Okpete UE, Byeon H. Brain-derived neurotrophic factor alterations and cognitive decline in schizophrenia: Implications for early intervention. World J Psychiatry 2025; 15(1): 102131 [DOI: 10.5498/wjp.v15.i1.102131]
Corresponding Author of This Article
Haewon Byeon, PhD, Associate Professor, Department of Digital Anti-aging Healthcare (BK21), Inje University, 197 Injero, Gimhae 50834, South Korea. bhwpuma@naver.com
Research Domain of This Article
Psychiatry
Article-Type of This Article
Letter to the Editor
Open-Access Policy of This Article
This article is an open-access article which was selected by an in-house editor and fully peer-reviewed by external reviewers. It is distributed in accordance with the Creative Commons Attribution Non Commercial (CC BY-NC 4.0) license, which permits others to distribute, remix, adapt, build upon this work non-commercially, and license their derivative works on different terms, provided the original work is properly cited and the use is non-commercial. See: http://creativecommons.org/licenses/by-nc/4.0/
World J Psychiatry. Jan 19, 2025; 15(1): 102131 Published online Jan 19, 2025. doi: 10.5498/wjp.v15.i1.102131
Brain-derived neurotrophic factor alterations and cognitive decline in schizophrenia: Implications for early intervention
Uchenna E Okpete, Haewon Byeon
Uchenna E Okpete, Haewon Byeon, Department of Digital Anti-aging Healthcare (BK21), Inje University, Gimhae 50834, South Korea
Author contributions: Okpete UE involved in data interpretation and developed methodology; Byeon H designed the study; Okpete UE and Byeon H contributed to this paper and assisted with writing the article; all of the authors read and approved the final version of the manuscript to be published.
Supported by Basic Science Research Program Through the National Research Foundation of Korea (NRF) Funded By the Ministry of Education, No. NRF-RS-2023-00237287.
Conflict-of-interest statement: No benefits in any form have been received or will be received from a commercial party related directly or indirectly to the subject of this article.

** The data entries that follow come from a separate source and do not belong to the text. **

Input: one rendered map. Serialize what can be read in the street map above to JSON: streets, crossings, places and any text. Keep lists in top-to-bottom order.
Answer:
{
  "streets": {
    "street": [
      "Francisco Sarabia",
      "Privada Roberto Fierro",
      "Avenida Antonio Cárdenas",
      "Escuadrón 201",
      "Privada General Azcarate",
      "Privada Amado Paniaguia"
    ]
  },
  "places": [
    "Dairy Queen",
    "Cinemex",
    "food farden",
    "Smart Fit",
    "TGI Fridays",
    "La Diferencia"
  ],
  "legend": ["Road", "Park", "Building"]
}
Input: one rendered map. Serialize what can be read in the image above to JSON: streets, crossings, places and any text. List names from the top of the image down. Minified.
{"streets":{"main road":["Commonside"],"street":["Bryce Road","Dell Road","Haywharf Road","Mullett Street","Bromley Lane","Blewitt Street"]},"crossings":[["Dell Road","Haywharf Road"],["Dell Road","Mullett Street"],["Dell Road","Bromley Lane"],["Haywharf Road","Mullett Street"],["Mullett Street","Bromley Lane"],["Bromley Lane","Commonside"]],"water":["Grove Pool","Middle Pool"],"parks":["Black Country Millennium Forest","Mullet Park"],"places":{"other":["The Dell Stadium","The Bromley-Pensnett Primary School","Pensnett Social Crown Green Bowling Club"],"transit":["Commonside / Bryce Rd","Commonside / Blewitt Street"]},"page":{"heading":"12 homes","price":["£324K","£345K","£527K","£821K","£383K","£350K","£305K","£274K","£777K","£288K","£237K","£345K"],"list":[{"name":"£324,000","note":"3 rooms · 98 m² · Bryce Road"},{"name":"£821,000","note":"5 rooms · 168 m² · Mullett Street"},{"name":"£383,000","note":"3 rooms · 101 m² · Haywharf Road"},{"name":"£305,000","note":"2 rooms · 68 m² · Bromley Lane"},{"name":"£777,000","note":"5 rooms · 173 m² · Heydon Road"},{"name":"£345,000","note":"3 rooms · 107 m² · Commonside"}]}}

Open-Access: This article is an open-access article that was selected by an in-house editor and fully peer-reviewed by external reviewers. It is distributed in accordance with the Creative Commons Attribution NonCommercial (CC BY-NC 4.0) license, which permits others to distribute, remix, adapt, build upon this work non-commercially, and license their derivative works on different terms, provided the original work is properly cited and the use is non-commercial. See: https://creativecommons.org/Licenses/by-nc/4.0/
Corresponding author: Haewon Byeon, PhD, Associate Professor, Department of Digital Anti-aging Healthcare (BK21), Inje University, 197 Injero, Gimhae 50834, South Korea. bhwpuma@naver.com
Received: October 9, 2024 Revised: November 12, 2024 Accepted: December 2, 2024 Published online: January 19, 2025 Processing time: 69 Days and 21 Hours
Abstract
This manuscript explores the recent study by Cui et al which assessed the interplay between inflammatory cytokines and brain-derived neurotrophic factor (BDNF) levels in first-episode schizophrenia patients. The study revealed that higher levels of interleukin-6 and tumor necrosis factor-α correlated with reduced BDNF levels and poorer cognitive performance. Schizophrenia is a severe psychiatric disorder impacting approximately 1% of the global population, characterized by positive symptoms (hallucinations and delusions), negative symptoms (diminished motivation and cognitive impairments) and disorganized thoughts and behaviors. Emerging research highlights the role of BDNF as a potential biomarker for early diagnosis and therapeutic targeting. The findings from Cui et al’s study suggest that targeting neuroinflammation and enhancing BDNF levels may improve cognitive outcomes. Effective treatment approaches involve a combination of pharmacological and non-pharmacological interventions tailored to individual patient needs. Hence, monitoring cognitive and neuroinflammatory markers is essential for improving patient outcomes and quality of life. Consequently, this manuscript highlights the need for an integrated approach to schizophrenia management, considering both clinical symptoms and underlying neurobiological changes.
Core Tip: The recent research by Cui et al highlights the role of brain-derived neurotrophic factor and inflammatory markers, such as interleukin-6, in cognitive impairment, as well as in early diagnosis and treatment of schizophrenia. Thus, we emphasize the importance of personalized treatment that integrates pharmacological and non-pharmacological interventions, combined with continuous monitoring of cognitive function and neuroinflammatory markers, to optimize patient outcomes and address both symptomatic and cognitive challenges effectively.